26. You despise the Arab people because they despise your belief system.
27. You claim that changes in your policies according to changes in Saudi foreign policy are mere coincidence.
28. You appease the Zionists just as your royal masters.
29. You are pained by suffering in Syria but never by suffering in Palestine.
30. You blame massacres by Israel on the victims themselves.
31. You believe that the Hariri family are a gift from the House of Saud and God to the Lebanese people.
32. You claim to oppose Hezbollah because you are secular, but really admire Sunni Wahhabi Salafis around the world.
33. You oppose al-Qaeda and its affiliates in the region except when they serve Saudi policies and sectarian agenda.
34. You have no sense of humor, just like Saudi princes.
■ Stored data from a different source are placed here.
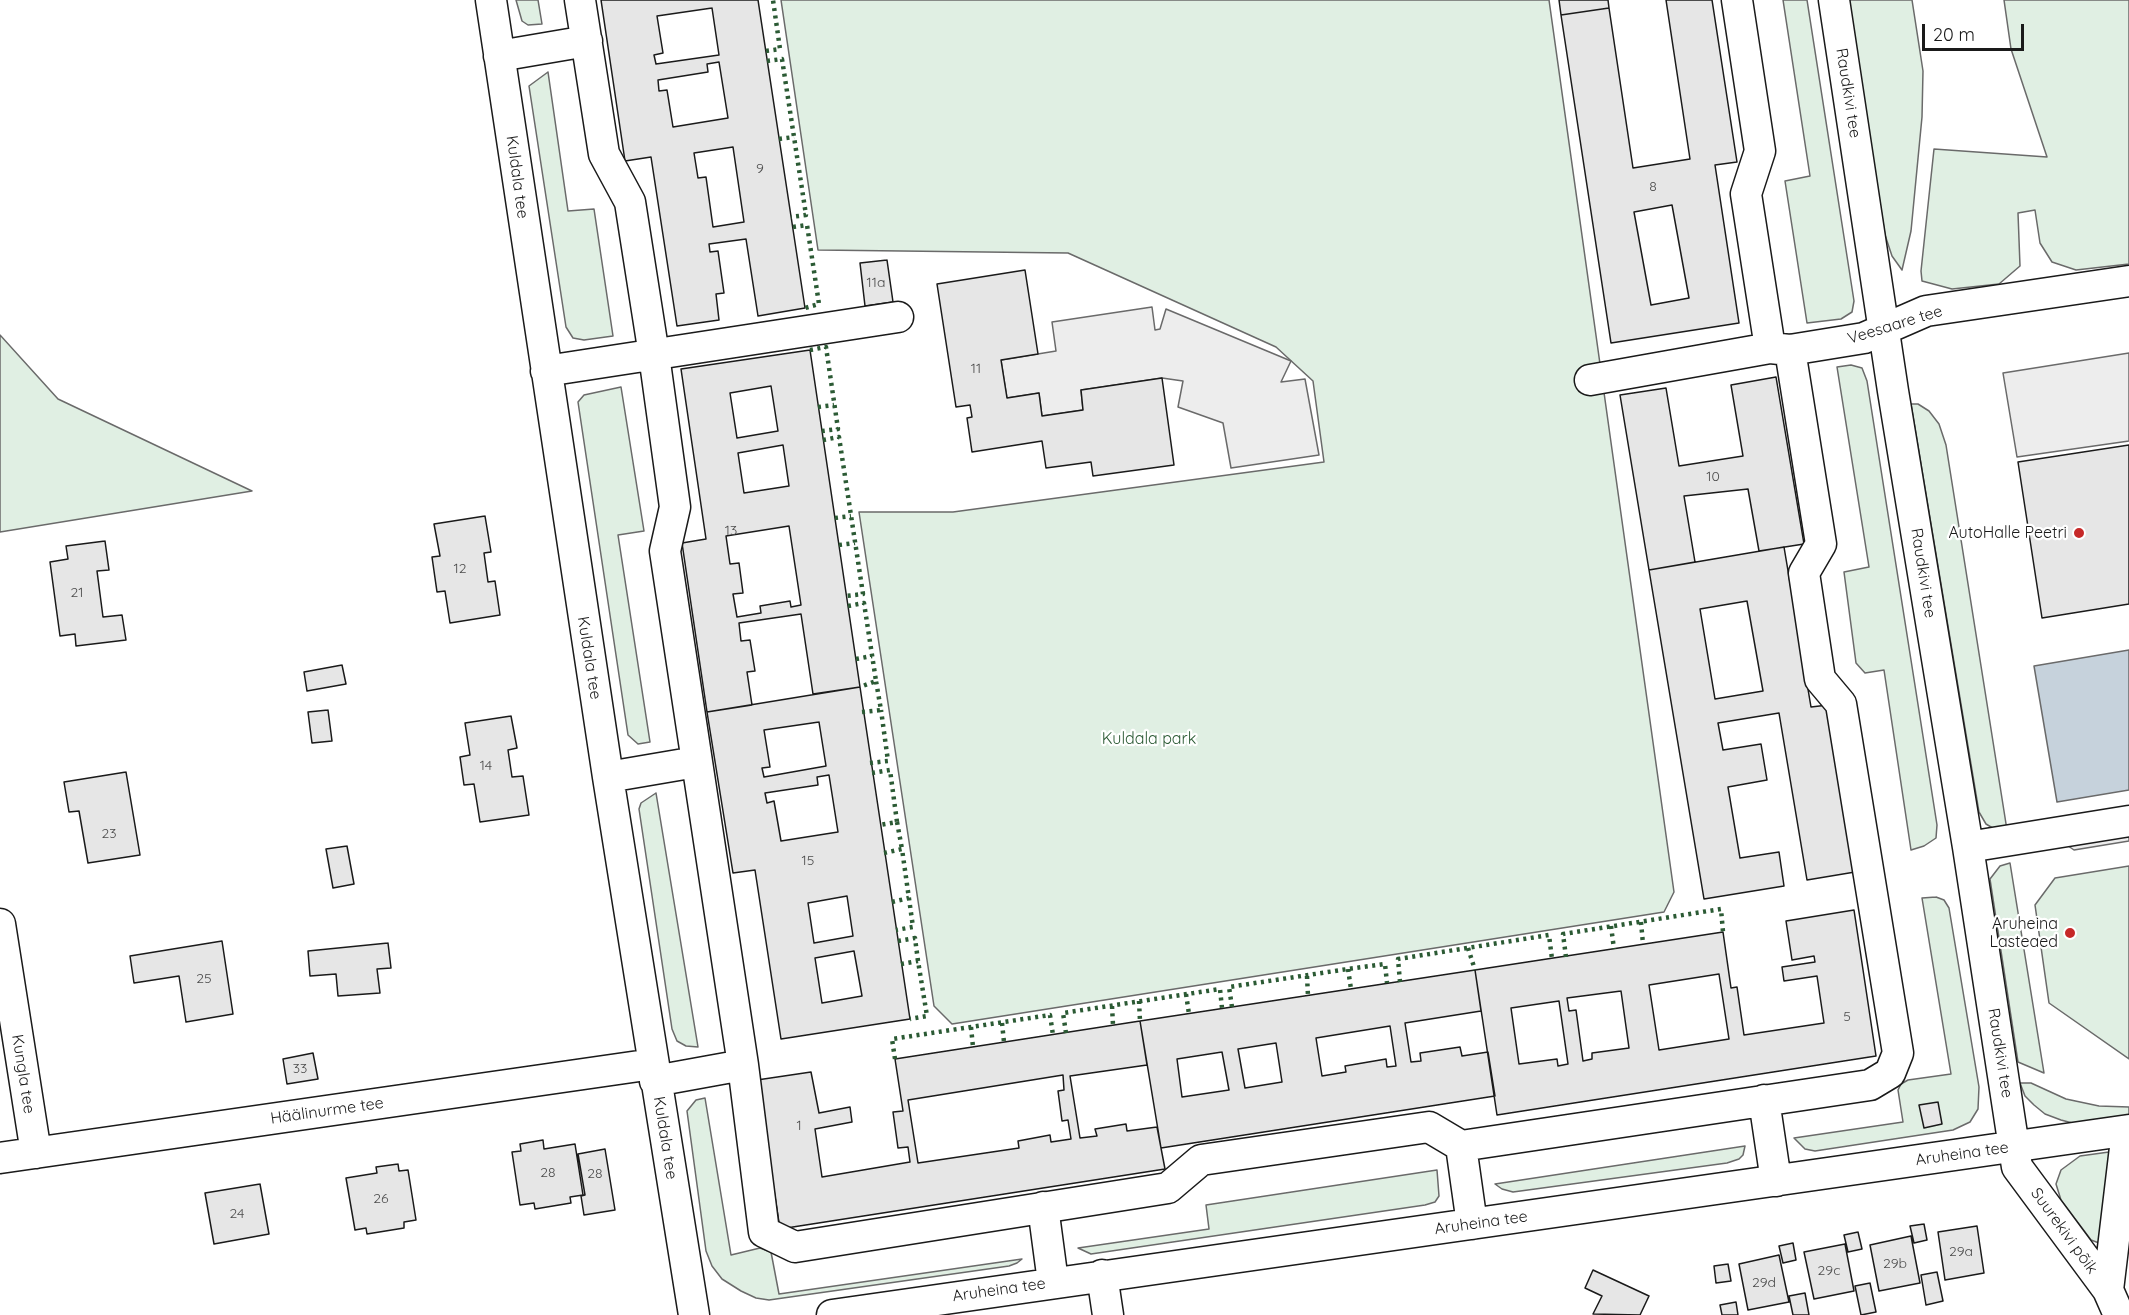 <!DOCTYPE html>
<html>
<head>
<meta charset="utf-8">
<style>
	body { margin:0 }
	#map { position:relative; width:2129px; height:1315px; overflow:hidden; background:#fff; font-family:Quicksand,sans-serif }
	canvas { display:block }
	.scale { position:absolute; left:1922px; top:24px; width:102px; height:27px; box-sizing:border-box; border:3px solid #1a1a1a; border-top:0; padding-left:8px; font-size:18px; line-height:21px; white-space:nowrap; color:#1a1a1a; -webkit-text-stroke:4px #fff; paint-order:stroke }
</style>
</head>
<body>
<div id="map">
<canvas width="2129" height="1315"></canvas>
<div class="scale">20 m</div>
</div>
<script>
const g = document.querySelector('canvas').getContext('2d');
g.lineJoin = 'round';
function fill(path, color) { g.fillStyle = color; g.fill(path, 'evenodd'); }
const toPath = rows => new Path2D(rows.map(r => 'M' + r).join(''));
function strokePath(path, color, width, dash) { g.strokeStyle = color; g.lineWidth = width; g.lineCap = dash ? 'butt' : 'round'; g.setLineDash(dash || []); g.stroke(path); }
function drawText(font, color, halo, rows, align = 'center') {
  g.font = font + ' Quicksand,sans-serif'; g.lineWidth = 4.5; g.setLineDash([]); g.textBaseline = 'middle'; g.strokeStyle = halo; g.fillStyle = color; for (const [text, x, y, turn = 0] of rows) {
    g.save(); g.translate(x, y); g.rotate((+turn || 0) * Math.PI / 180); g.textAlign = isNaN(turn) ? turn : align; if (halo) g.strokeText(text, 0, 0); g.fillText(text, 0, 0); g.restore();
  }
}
const green = toPath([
	[516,0,538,0,542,24,528,25,522,21,516,0],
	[781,0,1549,0,1674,892,1664,912,952,1024,934,1006,859,512,953,512,1324,462,1313,381,1276,347,1068,253,818,250,781,0],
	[1783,0,1807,0,1854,301,1852,312,1841,319,1807,323,1785,181,1810,176,1783,0],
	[1848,0,1912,0,1923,71,1922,117,1911,231,1902,270,1892,256,1885,235,1848,0],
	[2004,0,2129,0,2129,264,2076,270,2052,262,2040,243,2035,210,2018,213,2020,266,1999,284,1952,289,1922,281,1921,271,1934,149,2047,157,2011,49,2004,0],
	[548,72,568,211,594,209,613,336,584,340,573,338,566,327,529,86,548,72],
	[0,335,58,399,252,491,0,532,0,335],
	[1851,365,1862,368,1867,381,1937,825,1936,838,1924,846,1911,850,1884,670,1865,673,1856,663,1844,572,1869,567,1837,367,1851,365],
	[621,387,644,531,618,535,650,742,638,744,628,735,578,402,584,395,621,387],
	[1911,404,1918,404,1929,411,1939,424,1946,445,2007,830,1996,830,1986,824,1979,812,1911,404],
	[656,793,698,1047,686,1046,677,1041,672,1029,639,809,641,803,656,793],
	[2010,863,2044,1073,2018,1062,1990,879,2000,866,2010,863],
	[2129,866,2129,1059,2049,1003,2035,905,2055,878,2129,866],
	[1936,897,1944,900,1949,908,1979,1087,1978,1109,1970,1122,1953,1130,1815,1151,1805,1149,1794,1138,1903,1122,1898,1090,1901,1084,1908,1080,1951,1074,1922,898,1936,897],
	[2020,1083,2031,1083,2066,1099,2099,1106,2129,1107,2129,1115,2076,1124,2061,1120,2045,1114,2034,1105,2025,1096,2020,1083],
	[705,1098,731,1255,760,1248,771,1252,779,1294,1022,1259,1017,1263,1009,1266,769,1300,756,1298,741,1291,722,1279,712,1266,706,1251,687,1111,696,1100,705,1098],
	[1745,1146,1743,1155,1739,1159,1727,1163,1513,1192,1502,1189,1495,1184,1745,1146],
	[2109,1152,2115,1157,2099,1243,2091,1240,2061,1200,2056,1184,2061,1170,2080,1156,2109,1152],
	[1437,1170,1439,1196,1435,1202,1425,1205,1091,1254,1078,1248,1209,1229,1206,1205,1437,1170]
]);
fill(green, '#e0efe3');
strokePath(green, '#6a6a6a', 1.5);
const parking = toPath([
	[1152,307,1155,330,1160,329,1166,309,1291,361,1281,382,1305,379,1319,455,1231,468,1223,423,1178,407,1183,381,1162,378,1081,390,1083,410,1042,416,1039,393,1007,398,1001,360,1056,351,1052,322,1152,307],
	[2129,353,2129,441,2017,457,2003,373,2129,353],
	[2129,830,2129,841,2074,850,2061,841,2129,830]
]);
fill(parking, '#ededed');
strokePath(parking, '#6a6a6a', 1.5);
const water = toPath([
	[2129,650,2129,790,2057,802,2034,666,2129,650]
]);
fill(water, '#c6d2dc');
strokePath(water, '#6a6a6a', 1.5);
const building = toPath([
	[601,0,758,0,805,308,758,316,746,239,709,244,710,252,718,251,724,293,716,294,719,320,677,326,651,157,625,161,601,0],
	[712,8,719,55,656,64,654,55,663,53,657,16,712,8],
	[719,62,728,118,673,127,667,90,659,91,658,80,708,72,707,64,719,62],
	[733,147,744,222,713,227,706,177,698,178,694,153,733,147],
	[1559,0,1608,0,1609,8,1561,15,1559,0],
	[1666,0,1712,0,1737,162,1715,165,1739,323,1611,343,1561,15,1609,8,1633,168,1690,159,1666,0],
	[1672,205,1689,298,1651,305,1634,212,1672,205],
	[887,260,893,302,865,306,860,263,887,260],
	[1025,270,1038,354,1001,360,1007,398,1039,393,1042,416,1083,410,1081,390,1162,378,1174,465,1093,476,1091,462,1046,468,1042,441,972,452,967,418,972,417,970,405,956,407,937,284,1025,270],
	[810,350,860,687,813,694,801,614,739,623,741,641,750,640,755,671,747,672,752,705,707,712,682,543,706,539,681,369,810,350],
	[771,386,778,431,737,438,730,393,771,386],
	[783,445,789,486,744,493,738,453,783,445],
	[789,526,801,605,791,607,790,601,760,606,761,613,737,617,733,594,743,593,739,563,730,564,726,536,789,526],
	[1776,377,1804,544,1759,551,1748,489,1684,496,1695,562,1649,570,1620,395,1666,388,1679,466,1743,456,1731,385,1776,377],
	[2129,445,2129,604,2042,618,2018,462,2129,445],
	[485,516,491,552,484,553,488,582,495,581,500,615,450,623,445,591,437,592,432,557,440,556,434,524,485,516],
	[105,541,109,570,97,571,103,617,122,615,126,640,76,646,75,634,60,636,50,562,68,559,66,546,105,541],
	[1784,547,1811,707,1828,705,1855,872,1807,880,1779,713,1718,723,1723,750,1761,744,1767,780,1728,787,1740,858,1779,852,1784,886,1704,899,1649,570,1784,547],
	[1747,601,1763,691,1715,699,1700,609,1747,601],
	[342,665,346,684,307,691,304,672,342,665],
	[860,687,910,1019,781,1039,755,870,733,873,707,712,860,687],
	[819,722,826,766,764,777,762,768,770,767,764,730,819,722],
	[829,775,838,832,781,841,774,801,767,803,765,793,818,785,817,777,829,775],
	[847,896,853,936,814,943,808,903,847,896],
	[854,951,862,996,822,1003,815,958,854,951],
	[328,710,332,741,312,743,308,712,328,710],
	[511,716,517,748,508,750,512,777,523,776,529,815,480,822,474,784,464,785,460,757,470,755,465,723,511,716],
	[126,772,140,855,88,863,79,811,69,812,64,782,126,772],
	[347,846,354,884,333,888,326,849,347,846],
	[1854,910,1876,1056,1497,1115,1475,970,1723,932,1731,988,1737,987,1744,1035,1824,1023,1817,976,1784,981,1782,967,1815,962,1814,956,1792,960,1786,921,1854,910],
	[1719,974,1729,1039,1659,1050,1649,985,1719,974],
	[1621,991,1629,1048,1592,1053,1592,1059,1583,1061,1576,1010,1569,1011,1567,998,1621,991],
	[1559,1001,1568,1064,1558,1066,1557,1059,1519,1064,1511,1008,1559,1001],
	[222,941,233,1014,186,1022,179,976,134,983,130,956,222,941],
	[388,943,391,968,377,969,380,993,338,996,336,974,310,976,308,951,388,943],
	[1475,970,1481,1011,1405,1023,1411,1062,1421,1061,1420,1053,1460,1047,1462,1056,1488,1052,1495,1096,1161,1148,1140,1021,1475,970],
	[1390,1026,1396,1066,1387,1067,1386,1059,1345,1066,1346,1072,1322,1076,1316,1038,1390,1026],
	[1276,1043,1282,1082,1245,1088,1238,1049,1276,1043],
	[1222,1052,1229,1090,1182,1097,1177,1059,1222,1052],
	[1140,1021,1147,1065,1070,1076,1080,1138,1097,1136,1095,1129,1126,1124,1127,1131,1157,1127,1165,1169,780,1229,757,1080,811,1072,819,1113,850,1107,852,1122,815,1129,822,1177,910,1162,908,1147,898,1148,893,1112,903,1111,895,1059,1140,1021],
	[1063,1075,1064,1090,1058,1091,1062,1121,1068,1120,1071,1139,1051,1142,1050,1135,1018,1141,1019,1148,918,1163,908,1100,1063,1075],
	[313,1053,318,1079,287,1084,283,1059,313,1053],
	[1938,1102,1942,1124,1924,1128,1919,1105,1938,1102],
	[543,1140,544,1149,575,1144,583,1195,570,1197,571,1203,535,1209,534,1203,520,1205,512,1152,521,1151,520,1144,543,1140],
	[605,1149,615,1210,584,1215,581,1196,585,1195,578,1154,605,1149],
	[398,1164,399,1171,408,1170,416,1220,404,1222,404,1228,367,1234,366,1228,355,1230,346,1178,377,1173,376,1167,398,1164],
	[260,1184,269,1234,214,1244,205,1193,260,1184],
	[1924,1224,1927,1240,1914,1243,1910,1226,1924,1224],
	[1977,1226,1984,1273,1945,1280,1938,1232,1977,1226],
	[1858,1232,1862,1249,1848,1252,1844,1235,1858,1232],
	[1911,1236,1920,1283,1879,1291,1870,1245,1911,1236],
	[1793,1243,1796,1260,1783,1263,1779,1246,1793,1243],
	[1845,1244,1854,1291,1814,1299,1804,1252,1845,1244],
	[1779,1255,1789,1302,1748,1310,1739,1264,1779,1255],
	[1728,1264,1731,1281,1716,1283,1714,1266,1728,1264],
	[1593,1270,1649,1296,1640,1315,1593,1314,1602,1296,1585,1288,1593,1270],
	[1937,1272,1943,1301,1926,1305,1921,1275,1937,1272],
	[1870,1283,1876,1312,1861,1315,1855,1286,1870,1283],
	[1805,1293,1809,1315,1793,1315,1789,1296,1805,1293],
	[1736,1302,1738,1315,1722,1315,1720,1305,1736,1302]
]);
fill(building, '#e6e6e6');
strokePath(building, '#1a1a1a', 1.5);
const minor = toPath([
	[491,0,608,777,694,1315],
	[580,0,604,154,630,202,654,355,675,507,665,551,743,1065,764,1232,795,1247,1168,1188,1201,1160,1429,1127,1461,1146,1870,1085,1890,1073,1898,1053,1841,704,1820,679,1804,573,1821,544,1790,350],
	[1737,0,1760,151,1746,194,1770,348],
	[1834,0,1893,391,1968,847,2017,1167,2108,1290,2119,1315],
	[499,56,587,41],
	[546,371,898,317],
	[1590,380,1770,348,1790,350,1864,338,1926,311,2129,281],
	[608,777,696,762],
	[1968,847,2129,821],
	[0,924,36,1153],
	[655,1081,743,1065],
	[1764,1100,1776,1181],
	[1461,1146,1472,1224],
	[0,1158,653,1064],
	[1043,1207,1053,1282],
	[1102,1275,1108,1315],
	[2108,1290,2127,1131],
	[832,1315,2129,1130]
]);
strokePath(minor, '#1a1a1a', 33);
strokePath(minor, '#fff', 30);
strokePath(toPath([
	[766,51,780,49,773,0],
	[767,61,782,59,806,215,791,217],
	[779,139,794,137],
	[793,227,807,225,819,304,805,308],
	[810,350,826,347,838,429,822,431],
	[818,407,834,405],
	[823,440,839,437,863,594,846,596],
	[835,518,851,516],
	[839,545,855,543],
	[848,606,864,603,876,681,860,687],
	[856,659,872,656],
	[862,712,881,710,876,681],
	[870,763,888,761,881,710],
	[872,773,890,770,897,822,880,825],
	[897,822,902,849],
	[884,853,902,849,913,927,896,930],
	[892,902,909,898],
	[1641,922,1643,944],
	[1611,926,1614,949],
	[898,941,915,938,918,961,927,1016,910,1019],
	[1468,948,1475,970],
	[1566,957,1563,934,1721,909,1723,932],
	[901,964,918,961],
	[1348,969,1351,989],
	[1307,976,1308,996],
	[1400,982,1398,959,1549,935,1552,959],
	[1186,994,1189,1014],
	[1139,1001,1140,1021],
	[1112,1006,1113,1025],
	[1232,1007,1229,987,1348,969,1385,964,1387,983],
	[1002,1023,1004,1042],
	[971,1027,973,1047],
	[1066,1033,1063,1013,1220,989,1222,1008],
	[895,1059,892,1039,1050,1015,1053,1035]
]), '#2b5a34', 4.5, [3, 4.5]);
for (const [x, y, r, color] of [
	[2079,533,6,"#c62828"],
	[2070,933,6,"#c62828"]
]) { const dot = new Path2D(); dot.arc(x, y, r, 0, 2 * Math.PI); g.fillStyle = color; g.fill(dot); strokePath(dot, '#fff', 2); }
drawText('14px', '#4d4d4d', null, [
	["9",760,169],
	["8",1653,187],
	["11a",876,283],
	["11",976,369],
	["10",1713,477],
	["13",731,531],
	["12",460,569],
	["21",77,593],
	["14",486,766],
	["23",109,834],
	["15",808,861],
	["25",204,979],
	["5",1847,1017],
	["33",300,1069],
	["1",799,1126],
	["28",548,1173],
	["28",595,1174],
	["26",381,1199],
	["24",237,1214],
	["29a",1961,1252],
	["29b",1895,1264],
	["29c",1829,1271],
	["29d",1764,1283]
]);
drawText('16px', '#1a1a1a', '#fff', [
	["Raudkivi tee",1848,93,81],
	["Kuldala tee",517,177,82],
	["Veesaare tee",1895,325,-17],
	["Raudkivi tee",1923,573,81],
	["Kuldala tee",589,658,81],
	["Raudkivi tee",2000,1053,81],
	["Kungla tee",23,1074,81],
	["Häälinurme tee",327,1111,-8],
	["Kuldala tee",665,1138,81],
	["Aruheina tee",1962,1154,-8],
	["Aruheina tee",1481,1223,-8],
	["Suurekivi põik",2064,1231,54],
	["Aruheina tee",999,1290,-8]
]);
drawText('16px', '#1a1a1a', '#fff', [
	["AutoHalle Peetri",2067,533],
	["Aruheina",2058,924],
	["Lasteaed",2058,942]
], 'right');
drawText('16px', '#2b5a34', '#fff', [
	["Kuldala park",1149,739]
]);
</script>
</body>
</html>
35. You dance with the sword or without it, if ordered to amuse Saudi princes or their assistants.
36. You write 99 percent of all your articles against Iran and Hezbollah and Syria.
37. You don’t pray toward Mecca (even if you are not a believer): you instead pray toward whatever city your Saudi prince happens to be in, even in Las Vegas.
38. You consider Samir Atallah and Jihad Khazin your role models – especially the latter, because Khalid bin Sultan purchased a house in a fancy London neighborhood for him.
39. You have never ever forgiven Nasser for his attacks on Arab royalty.
40. You maintain that the Arab uprisings are intended only as a popular challenge against all enemies and rivals of the House of Saud.
41. You don’t dare look in the mirror lest you see the face of a Saudi prince and remember that you don’t exist anymore.
42. You don’t like poetry but you read the poetry of Prince Khalid al-Faisal and consider it the best poetry since Mutanabbi.
43. Your ultimate joy in life is when invited to join the entourage of a traveling Saudi prince.